Now that we have a validated model, and we’ve tested it forecasting some of our actual data, it’s time to run a backtest. This will probably take a while, so let’s take a minute to think about model efficiency.
We know that, unless we cap the total number of weeks on which we run the regression, the model complexity is going to rise at least at \(O(n^2)\), because the Gaussian Process requires us to pass an NxN matrix as the beta covariance. The good news is that we have, relatively, a tiny data set compared to what a machine learning expert would want for, say, a recursive neural net. And Stan is improving quickly, with the possibility to parallelize individual chains and use GPUs promised soon (I’m writing this in September, 2017). At the moment, I’m estimating the last week for which we have data, in which N will be 451, should take about 4 & 1/2 hours. So we are early on the inevitable quadratic complexity curve. It may be possible to keep ahead of the increasing complexity of the model due to improvements in Stan’s algorithms and in the hardware on which they run. Failing that, we might take shortcuts like using the optimizer with initial values from the previous run.
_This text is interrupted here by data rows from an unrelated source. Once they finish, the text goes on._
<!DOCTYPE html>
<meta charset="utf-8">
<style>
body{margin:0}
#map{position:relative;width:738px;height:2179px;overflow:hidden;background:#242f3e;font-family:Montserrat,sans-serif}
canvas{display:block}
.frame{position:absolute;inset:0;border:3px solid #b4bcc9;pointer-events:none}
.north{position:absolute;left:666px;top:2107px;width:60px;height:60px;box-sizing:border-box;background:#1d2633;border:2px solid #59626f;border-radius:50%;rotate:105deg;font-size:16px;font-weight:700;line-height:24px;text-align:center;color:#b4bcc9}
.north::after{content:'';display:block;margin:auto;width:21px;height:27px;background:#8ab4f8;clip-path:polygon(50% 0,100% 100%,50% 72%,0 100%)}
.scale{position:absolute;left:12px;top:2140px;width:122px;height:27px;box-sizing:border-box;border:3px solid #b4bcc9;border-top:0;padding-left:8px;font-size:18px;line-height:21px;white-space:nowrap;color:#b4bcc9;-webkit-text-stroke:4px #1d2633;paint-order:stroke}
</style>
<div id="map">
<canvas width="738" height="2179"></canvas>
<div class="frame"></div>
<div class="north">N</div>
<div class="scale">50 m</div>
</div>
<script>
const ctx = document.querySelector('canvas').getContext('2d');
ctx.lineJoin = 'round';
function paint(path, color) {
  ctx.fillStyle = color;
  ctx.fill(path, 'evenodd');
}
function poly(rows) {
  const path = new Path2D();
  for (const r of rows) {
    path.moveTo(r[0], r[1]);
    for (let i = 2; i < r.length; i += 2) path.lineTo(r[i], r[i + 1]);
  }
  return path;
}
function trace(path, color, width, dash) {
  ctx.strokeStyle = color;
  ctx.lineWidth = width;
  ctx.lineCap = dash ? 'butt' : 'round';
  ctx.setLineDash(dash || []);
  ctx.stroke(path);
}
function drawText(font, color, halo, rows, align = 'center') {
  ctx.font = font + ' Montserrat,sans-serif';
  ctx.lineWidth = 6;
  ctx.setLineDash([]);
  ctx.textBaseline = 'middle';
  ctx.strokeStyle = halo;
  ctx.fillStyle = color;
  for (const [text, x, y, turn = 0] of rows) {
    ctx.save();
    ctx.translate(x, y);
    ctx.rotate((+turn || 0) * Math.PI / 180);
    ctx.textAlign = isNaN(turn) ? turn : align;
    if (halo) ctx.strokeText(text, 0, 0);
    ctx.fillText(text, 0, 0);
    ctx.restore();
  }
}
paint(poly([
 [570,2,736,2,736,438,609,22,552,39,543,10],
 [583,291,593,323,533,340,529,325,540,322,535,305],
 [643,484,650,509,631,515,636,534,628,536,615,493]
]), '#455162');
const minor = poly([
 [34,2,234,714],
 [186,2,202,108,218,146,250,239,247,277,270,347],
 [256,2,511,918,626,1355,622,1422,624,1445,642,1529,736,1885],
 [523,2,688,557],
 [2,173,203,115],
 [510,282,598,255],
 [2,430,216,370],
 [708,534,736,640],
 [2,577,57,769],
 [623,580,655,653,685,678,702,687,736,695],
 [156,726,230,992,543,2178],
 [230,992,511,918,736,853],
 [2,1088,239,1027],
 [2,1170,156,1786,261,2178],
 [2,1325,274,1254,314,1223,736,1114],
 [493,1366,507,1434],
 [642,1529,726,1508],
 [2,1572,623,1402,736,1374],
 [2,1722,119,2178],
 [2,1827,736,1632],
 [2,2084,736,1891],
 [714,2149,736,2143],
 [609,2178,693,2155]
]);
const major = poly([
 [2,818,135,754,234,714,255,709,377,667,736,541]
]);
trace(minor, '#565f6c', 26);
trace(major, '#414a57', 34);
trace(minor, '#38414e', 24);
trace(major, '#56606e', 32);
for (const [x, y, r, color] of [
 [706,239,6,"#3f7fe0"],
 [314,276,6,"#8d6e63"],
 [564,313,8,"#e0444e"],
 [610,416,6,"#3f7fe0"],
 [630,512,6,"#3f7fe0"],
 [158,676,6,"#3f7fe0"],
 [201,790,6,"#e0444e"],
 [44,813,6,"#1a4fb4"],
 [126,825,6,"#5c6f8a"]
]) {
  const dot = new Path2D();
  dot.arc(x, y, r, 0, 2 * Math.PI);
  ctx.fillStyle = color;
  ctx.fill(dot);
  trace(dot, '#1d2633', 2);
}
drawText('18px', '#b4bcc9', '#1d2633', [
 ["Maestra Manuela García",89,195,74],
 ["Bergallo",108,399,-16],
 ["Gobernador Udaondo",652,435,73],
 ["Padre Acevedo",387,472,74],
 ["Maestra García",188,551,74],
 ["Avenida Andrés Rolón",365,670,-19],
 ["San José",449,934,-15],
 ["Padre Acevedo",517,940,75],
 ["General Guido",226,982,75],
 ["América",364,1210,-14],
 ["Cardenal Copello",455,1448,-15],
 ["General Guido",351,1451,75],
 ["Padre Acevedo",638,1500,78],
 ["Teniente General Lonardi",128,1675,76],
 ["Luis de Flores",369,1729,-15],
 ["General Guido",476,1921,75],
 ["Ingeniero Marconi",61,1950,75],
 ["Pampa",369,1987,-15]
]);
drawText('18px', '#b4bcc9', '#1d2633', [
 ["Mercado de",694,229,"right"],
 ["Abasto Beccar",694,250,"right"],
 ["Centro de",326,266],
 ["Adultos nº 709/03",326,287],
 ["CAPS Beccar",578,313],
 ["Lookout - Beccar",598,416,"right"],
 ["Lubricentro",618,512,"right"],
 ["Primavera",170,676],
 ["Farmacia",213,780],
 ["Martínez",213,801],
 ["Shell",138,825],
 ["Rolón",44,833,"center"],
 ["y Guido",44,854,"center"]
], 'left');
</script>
To see if it’s viable to use the optimizer, we will need to see how much previous betas change over time in the full generative model. I’m going to use Syracuse University’s Research Computing Lab to run all the backtesting periods independently so we can see how much drift we might expect.
This means I’m going to have to prepare 400 separate data files, one for each week with exactly the right amount of data. I could probably rewrite the Stan code to do it in the transformed data block, but R is much easier to debug, and these files are small.
library(tidyverse)
library(lubridate)
library(rstan)
if(!dir.exists("../data/weekly")) {
  dir.create("../data/weekly")
}
load("../data/forecasting.rData")The command line version of Stan wants data in a particular format that can be generated by rstan::stan_rdump. Annoyingly, stan_rdump insists on receiving a vector of character strings naming objects in the environment, rather than a list of the actual data, so I’ll be making my modifications in a pocket environment rather than just assigning everything to a list. We could mess around with a new environment directly, using new.env, but any function creates its own environment, so let’s go that route.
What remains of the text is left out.